SciPost Submission Page
Precision-Machine Learning for the Matrix Element Method
by Theo Heimel, Nathan Huetsch, Ramon Winterhalder, Tilman Plehn, Anja Butter
This is not the latest submitted version.
This Submission thread is now published as
Submission summary
Authors (as registered SciPost users): | Nathan Huetsch · Tilman Plehn · Ramon Winterhalder |
Submission information | |
---|---|
Preprint Link: | https://arxiv.org/abs/2310.07752v2 (pdf) |
Date submitted: | 2023-10-24 07:42 |
Submitted by: | Winterhalder, Ramon |
Submitted to: | SciPost Physics |
Ontological classification | |
---|---|
Academic field: | Physics |
Specialties: |
|
Approaches: | Computational, Phenomenological |
Abstract
The matrix element method is the LHC inference method of choice for limited statistics. We present a dedicated machine learning framework, based on efficient phase-space integration, a learned acceptance and transfer function. It is based on a choice of INN and diffusion networks, and a transformer to solve jet combinatorics. We showcase this setup for the CP-phase of the top Yukawa coupling in associated Higgs and single-top production.
Current status:
Reports on this Submission
Report #1 by Simon Badger (Referee 2) on 2024-2-1 (Invited Report)

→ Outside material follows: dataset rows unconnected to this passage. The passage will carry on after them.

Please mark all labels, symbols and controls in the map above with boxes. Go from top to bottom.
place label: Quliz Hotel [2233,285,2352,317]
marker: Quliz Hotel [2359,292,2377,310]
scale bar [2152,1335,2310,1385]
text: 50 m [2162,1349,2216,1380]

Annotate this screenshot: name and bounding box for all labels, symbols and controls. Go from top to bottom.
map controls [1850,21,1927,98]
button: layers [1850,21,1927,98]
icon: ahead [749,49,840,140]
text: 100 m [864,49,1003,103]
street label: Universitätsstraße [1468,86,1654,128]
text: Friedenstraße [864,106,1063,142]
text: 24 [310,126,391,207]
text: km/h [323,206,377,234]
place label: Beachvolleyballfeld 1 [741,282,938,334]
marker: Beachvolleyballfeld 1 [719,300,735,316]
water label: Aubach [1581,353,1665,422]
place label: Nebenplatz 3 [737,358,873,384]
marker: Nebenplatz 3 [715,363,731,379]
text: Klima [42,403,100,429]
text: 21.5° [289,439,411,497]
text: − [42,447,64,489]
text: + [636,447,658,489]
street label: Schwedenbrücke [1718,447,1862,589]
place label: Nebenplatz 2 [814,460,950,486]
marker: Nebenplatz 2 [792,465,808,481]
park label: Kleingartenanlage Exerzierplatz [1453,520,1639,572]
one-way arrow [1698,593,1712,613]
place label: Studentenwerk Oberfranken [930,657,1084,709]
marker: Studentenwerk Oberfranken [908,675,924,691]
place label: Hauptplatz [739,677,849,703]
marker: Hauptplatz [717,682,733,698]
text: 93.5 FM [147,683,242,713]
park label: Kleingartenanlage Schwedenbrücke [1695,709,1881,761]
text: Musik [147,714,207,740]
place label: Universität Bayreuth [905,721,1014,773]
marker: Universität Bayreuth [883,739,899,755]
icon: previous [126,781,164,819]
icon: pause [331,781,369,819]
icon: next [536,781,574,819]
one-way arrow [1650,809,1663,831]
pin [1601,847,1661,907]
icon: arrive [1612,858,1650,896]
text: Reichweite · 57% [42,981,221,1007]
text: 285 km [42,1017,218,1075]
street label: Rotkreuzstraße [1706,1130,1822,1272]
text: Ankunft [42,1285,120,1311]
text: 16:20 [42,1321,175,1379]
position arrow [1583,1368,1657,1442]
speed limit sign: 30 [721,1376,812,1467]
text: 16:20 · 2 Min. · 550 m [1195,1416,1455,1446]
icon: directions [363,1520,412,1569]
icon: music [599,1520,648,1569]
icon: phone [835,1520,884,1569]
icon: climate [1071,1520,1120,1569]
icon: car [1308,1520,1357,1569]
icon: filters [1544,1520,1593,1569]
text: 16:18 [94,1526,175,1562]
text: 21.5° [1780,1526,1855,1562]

- Cite as: Simon Badger, Report on arXiv:2310.07752v2, delivered 2024-02-01, doi: 10.21468/SciPost.Report.8415
Report
The article contains a detailed description and analysis of a proof-of-concept machine learning (ML) based implementation of the matrix element method which is widely used in experimental analyses. The article follows on from a previous study (arXiv:2210.00019, with some overlap with the current author list) which employed invertible neural networks and introduces a new, more refined, setup with a variety of state-of-the-art generative and transformer ML models.
The authors use the same example as the previous study which aids comparison to that setup.
1. The word 'precision' in the title was slightly confusing at first. Since there are many contexts in this subject in which precision is a major issue perhaps it is worth clarifying in the abstract the a more specific reference to the quantity in this article that is denoted to be precise.
2. The acronym 'cINN' (or INN for that matter) is not defined at the first usage in the introduction.
3. The description of the ML-matrix element method (sec 2) follows that of Ref. [21] . It would probably benefit the reader is the section would start with a reference to this article and a summary any major updates/changes that are introduced in this article.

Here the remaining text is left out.